Guided so far has been very objective based, and it severely blurs the line between achiever’s fodder and explorer’s map. There are towers that eagle’s like to use as perches. This tells me that I also want to go up there and use my supernatural eagle’s vision to scout the area below. In the city, I am like Batman searching for citizens being molested by the establishment, fellow assassins, and tidbits of information to find chinks in my target’s armor. These locations pop up on my map in a tiered order: find the perch, find the waylays. Usually I only need a few checkmarks before I can head to the assassination phase, but I am finding that I want to do them all.

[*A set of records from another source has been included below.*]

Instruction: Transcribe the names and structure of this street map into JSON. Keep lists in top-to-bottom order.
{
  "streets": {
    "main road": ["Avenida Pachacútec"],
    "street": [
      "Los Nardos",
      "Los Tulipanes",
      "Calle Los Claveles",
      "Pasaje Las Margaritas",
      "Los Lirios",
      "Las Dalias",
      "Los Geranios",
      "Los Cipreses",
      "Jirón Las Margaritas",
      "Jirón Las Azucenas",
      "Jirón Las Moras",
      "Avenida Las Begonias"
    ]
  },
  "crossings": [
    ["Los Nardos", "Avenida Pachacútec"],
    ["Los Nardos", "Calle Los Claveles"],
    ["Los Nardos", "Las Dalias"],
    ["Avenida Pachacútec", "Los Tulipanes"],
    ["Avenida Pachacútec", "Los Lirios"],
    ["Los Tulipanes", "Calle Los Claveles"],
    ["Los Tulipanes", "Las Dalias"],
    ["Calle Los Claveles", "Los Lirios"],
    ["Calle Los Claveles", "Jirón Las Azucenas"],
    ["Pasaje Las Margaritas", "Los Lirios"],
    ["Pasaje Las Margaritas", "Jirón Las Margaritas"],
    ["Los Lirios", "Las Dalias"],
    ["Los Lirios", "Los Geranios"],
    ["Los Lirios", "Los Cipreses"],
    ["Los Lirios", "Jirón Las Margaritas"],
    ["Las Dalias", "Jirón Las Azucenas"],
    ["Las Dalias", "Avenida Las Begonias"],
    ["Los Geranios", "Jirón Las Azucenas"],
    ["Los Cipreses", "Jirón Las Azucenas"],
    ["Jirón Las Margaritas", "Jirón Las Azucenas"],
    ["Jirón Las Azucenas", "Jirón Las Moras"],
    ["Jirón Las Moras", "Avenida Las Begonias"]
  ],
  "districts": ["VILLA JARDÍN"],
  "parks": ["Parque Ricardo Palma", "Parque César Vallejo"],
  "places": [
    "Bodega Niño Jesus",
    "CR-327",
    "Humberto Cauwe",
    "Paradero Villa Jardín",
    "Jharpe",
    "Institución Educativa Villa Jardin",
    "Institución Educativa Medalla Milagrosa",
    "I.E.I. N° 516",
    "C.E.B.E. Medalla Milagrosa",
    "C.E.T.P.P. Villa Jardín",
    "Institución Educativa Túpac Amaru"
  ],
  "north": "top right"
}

Hidden, on the other hand, are found as flags in Assassin’s Creed. They are not on the map. They are usually hidden in a ruined building or alleyway out of the general flow of movement. Some flags are even placed as a type of platform puzzle that can only be reached through a specific route of building jumping and window climbing. When I finally lay my hands on one of the filthy pieces of cloth, I get to know how many flags of the set I’ve found out of the total. There can be up to 100 flags in an entire city.
I did manage to boggle through getting the 20 flags in the safe, tutorial city of Masyaf with the help of a map I found online. Carefully checking off each flag on the map, I thought I had managed to get them all, but the game told me I had only found 19 out of 20. Argh! I was pulling my hair out trying to figure out which I had missed. At that time I realized that this was the only flag set I would complete. There was no way I was going to take the time to find the 100 flags in Damascus.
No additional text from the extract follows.